Okulony told The Independent that the secrecy surrounding the Production Sharing Agreements and other agreements that Uganda has signed continues to hurt the industry.

“If Ssekatawa who I assume is privy to these agreements had not come out, some Ugandans would not even know some of the details in them,” he said.

He added: “The PSA has remained a secret to the public for which the resources are meant to benefit. We must not forget that Uganda is a signatory to the Extractives Industries Transparency Initiative (EITI) which mandates govt to publish all contracts and revenues it gets from the extractives industry but this has not been complied with.

“As long as the Agreements remain secret, the public will be forced to consume all kinds of information. I challenge the govt to publish the agreements and relieve the fear in Ugandans.”

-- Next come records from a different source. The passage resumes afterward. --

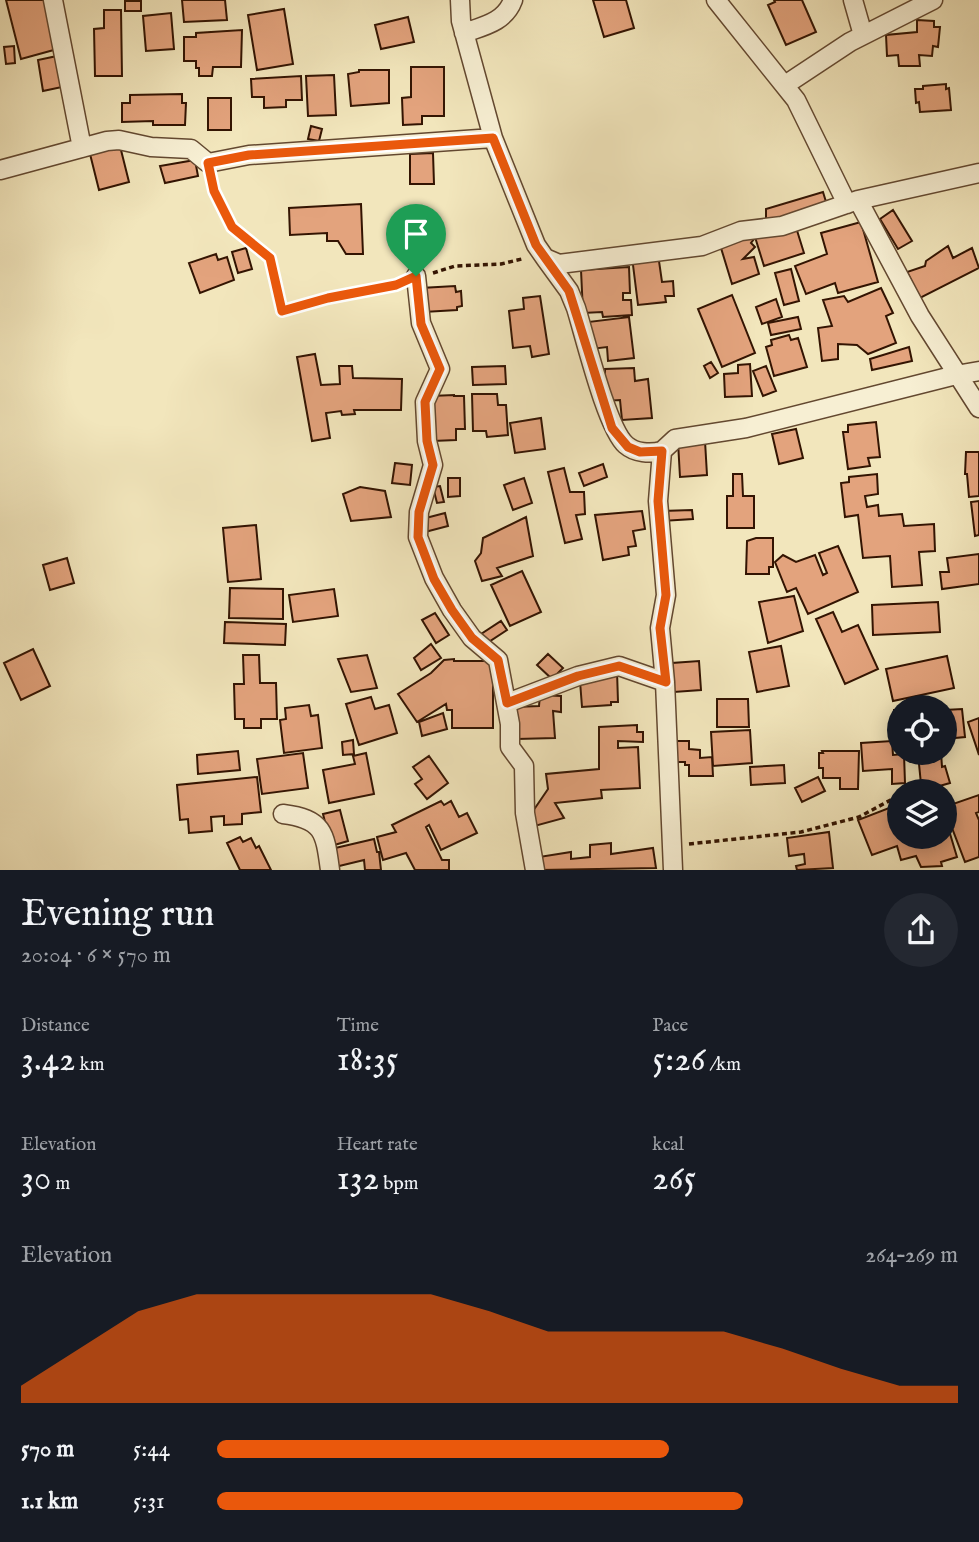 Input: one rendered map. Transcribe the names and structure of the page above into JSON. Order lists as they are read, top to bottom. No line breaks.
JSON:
{"page":{"heading":["Evening run","20:04 · 6 × 570 m"],"stats":[["Distance","3.42 km"],["Time","18:35"],["Pace","5:26 /km"],["Elevation","30 m"],["Heart rate","132 bpm"],["kcal","265"]],"chart":["Elevation","264–269 m"],"list":[{"name":"570 m","note":"5:44"},{"name":"1.1 km","note":"5:31"}]}} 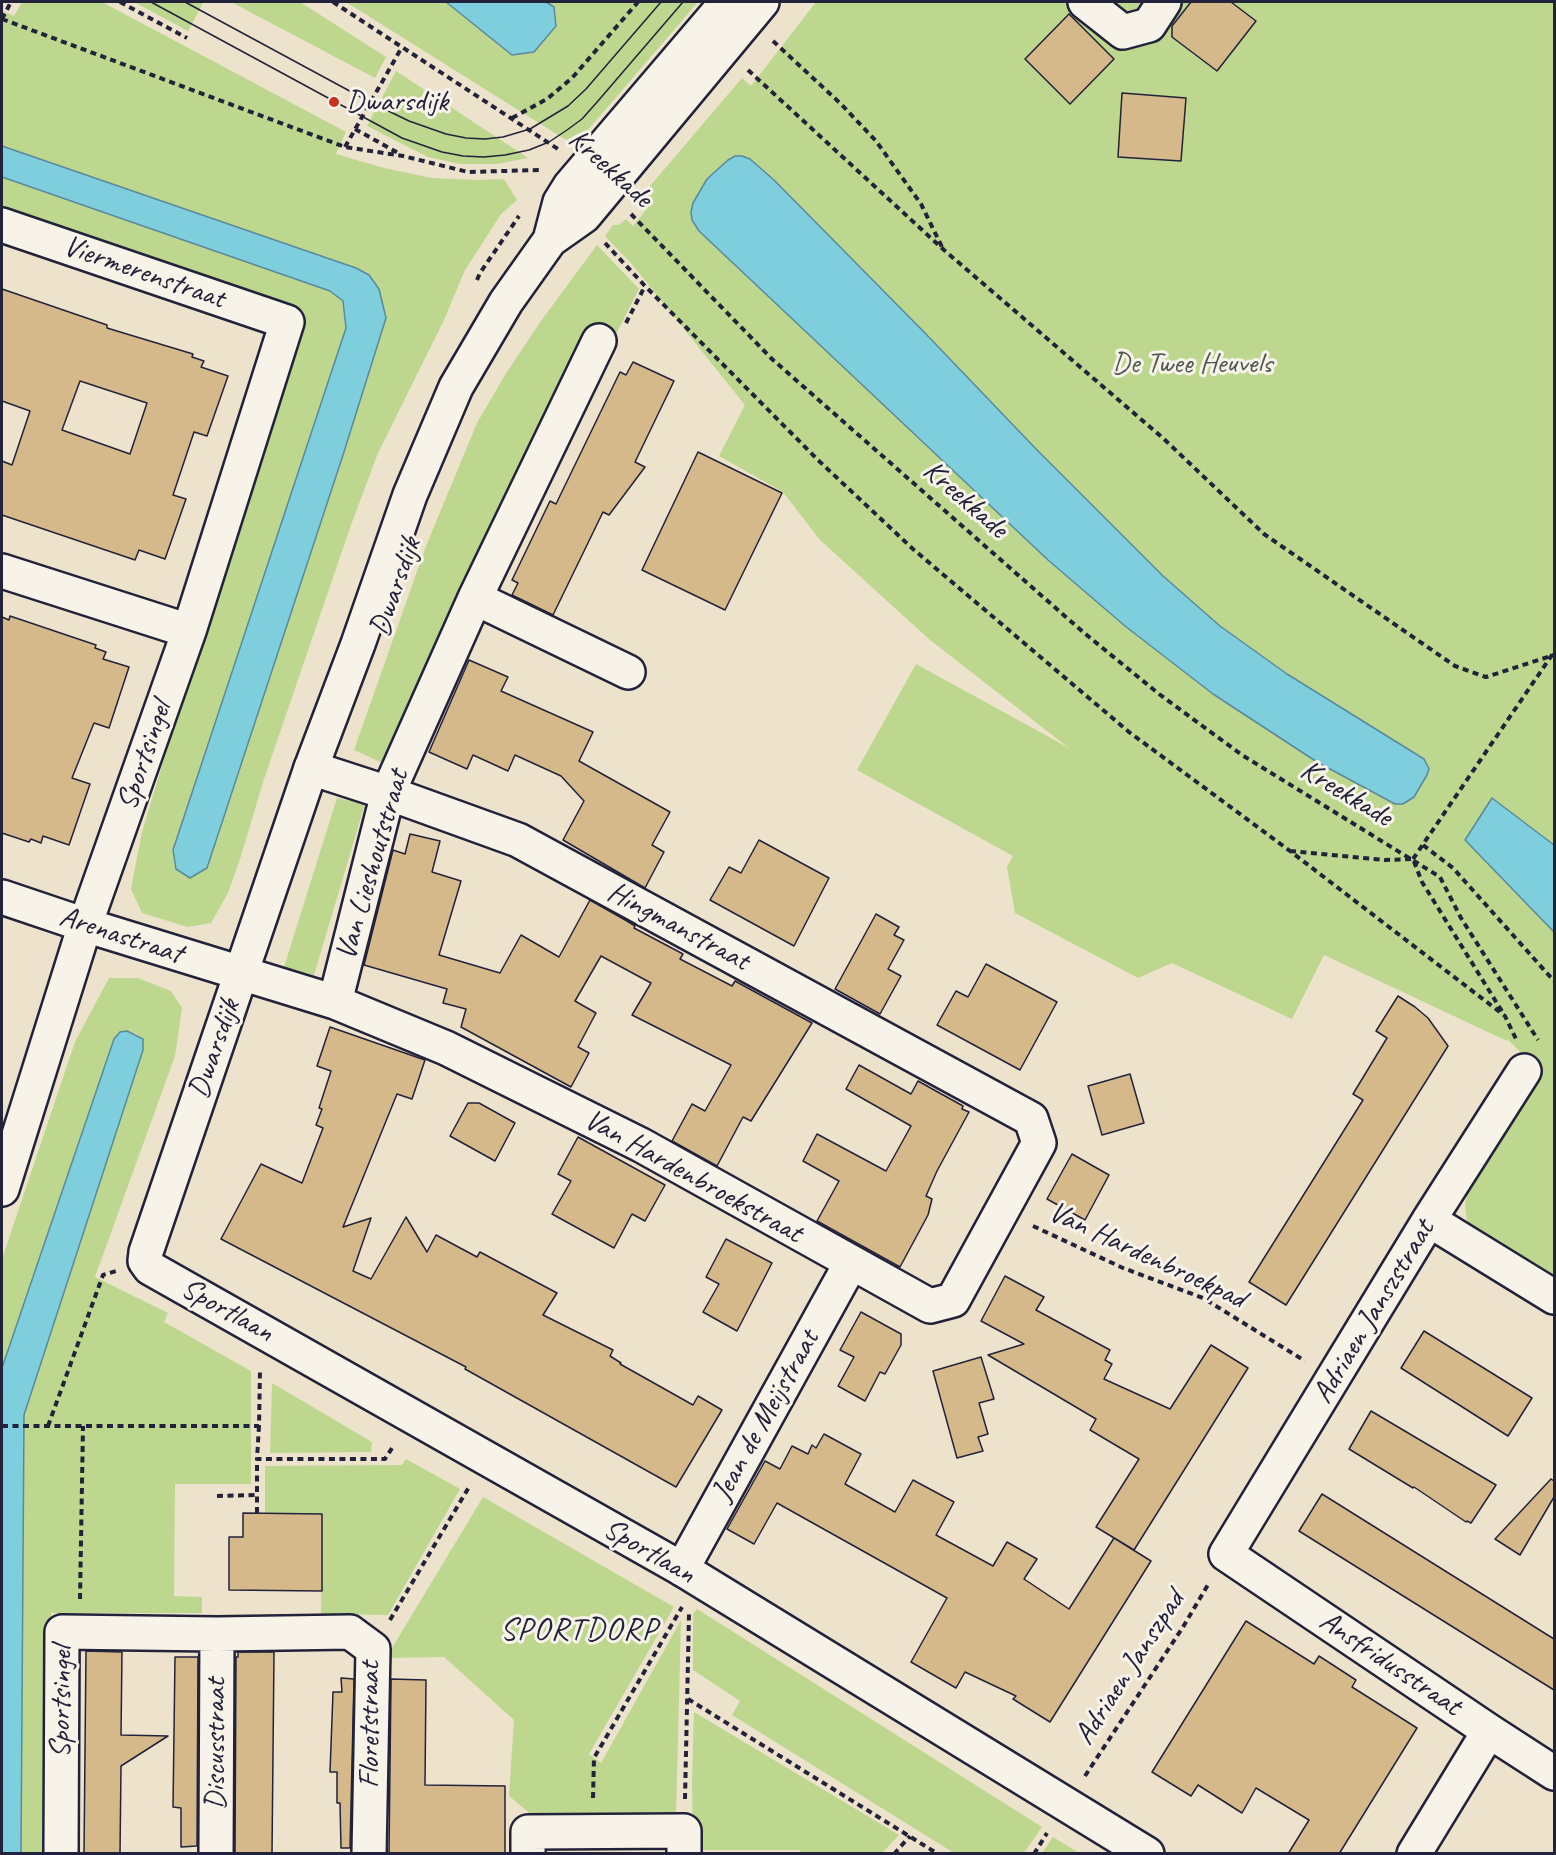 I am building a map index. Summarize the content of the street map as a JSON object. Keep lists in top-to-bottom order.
{
  "streets": {
    "street": [
      "Viermerenstraat",
      "Dwarsdijk",
      "Sportsingel",
      "Van Lieshoutstraat",
      "Hingmanstraat",
      "Arenastraat",
      "Van Hardenbroekstraat",
      "Sportlaan",
      "Adriaen Janszstraat",
      "Jean de Meijstraat",
      "Ansfridusstraat",
      "Floretstraat",
      "Discusstraat"
    ],
    "path": ["Kreekkade", "Van Hardenbroekpad", "Adriaen Janszpad"]
  },
  "crossings": [
    ["Kreekkade", "Dwarsdijk"],
    ["Kreekkade", "Adriaen Janszstraat"],
    ["Viermerenstraat", "Sportsingel"],
    ["Dwarsdijk", "Hingmanstraat"],
    ["Dwarsdijk", "Arenastraat"],
    ["Dwarsdijk", "Van Hardenbroekstraat"],
    ["Dwarsdijk", "Sportlaan"],
    ["Sportsingel", "Arenastraat"],
    ["Sportsingel", "Floretstraat"],
    ["Sportsingel", "Discusstraat"],
    ["Van Lieshoutstraat", "Hingmanstraat"],
    ["Van Lieshoutstraat", "Van Hardenbroekstraat"],
    ["Hingmanstraat", "Van Hardenbroekstraat"],
    ["Arenastraat", "Van Hardenbroekstraat"],
    ["Van Hardenbroekstraat", "Van Hardenbroekpad"],
    ["Van Hardenbroekstraat", "Jean de Meijstraat"],
    ["Van Hardenbroekpad", "Adriaen Janszstraat"],
    ["Sportlaan", "Jean de Meijstraat"],
    ["Sportlaan", "Adriaen Janszpad"],
    ["Adriaen Janszstraat", "Ansfridusstraat"],
    ["Adriaen Janszstraat", "Adriaen Janszpad"],
    ["Ansfridusstraat", "Adriaen Janszpad"],
    ["Floretstraat", "Discusstraat"]
  ],
  "districts": ["SPORTDORP"],
  "parks": ["De Twee Heuvels"],
  "places": ["Dwarsdijk"]
}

Meanwhile James Muhindo, the national coordinator of the Civil Society Coalition on Oil and Gas (CSCO); a consortium of local and international NGOs that advocate for transparency and accountability in Uganda’s extractives sector told The Independent on April 23 that he is “excited” that ordinary citizens like Lumumba are increasingly becoming vocal on oil and gas matters.

“While, with all due respect, I find some of Hussein’s arguments misguided as he uses the midstream agreements to explain Uganda’s stake in the upstream developments, the fact that one can write such detail is proof that Ugandans are watching.”

Muhindo said that Lumumba’s misinterpretation of the contracts coupled with the government secrecy around oil agreements calls for more transparency by the government.

“When the people fail to access the right information, they naturally speculate and arrive at their own conclusions. As to the contents of the documents whose information they can’t access. So, if some of those speculators have a following and the ability to disseminate the speculative claims that becomes the genesis of misinformation.”

“If they (government actually know that they hold natural resources in trust for Ugandans, it is then incumbent upon them to disclose the information to the true owners of the resources. Adopt a receptive as opposed to a defensive stance towards such discourse,” Muhindo said.

“The argumentative and defensive stance that the government officials use to respond to these comments only serves to make it look like there is something they are covering up even when they are being honest.”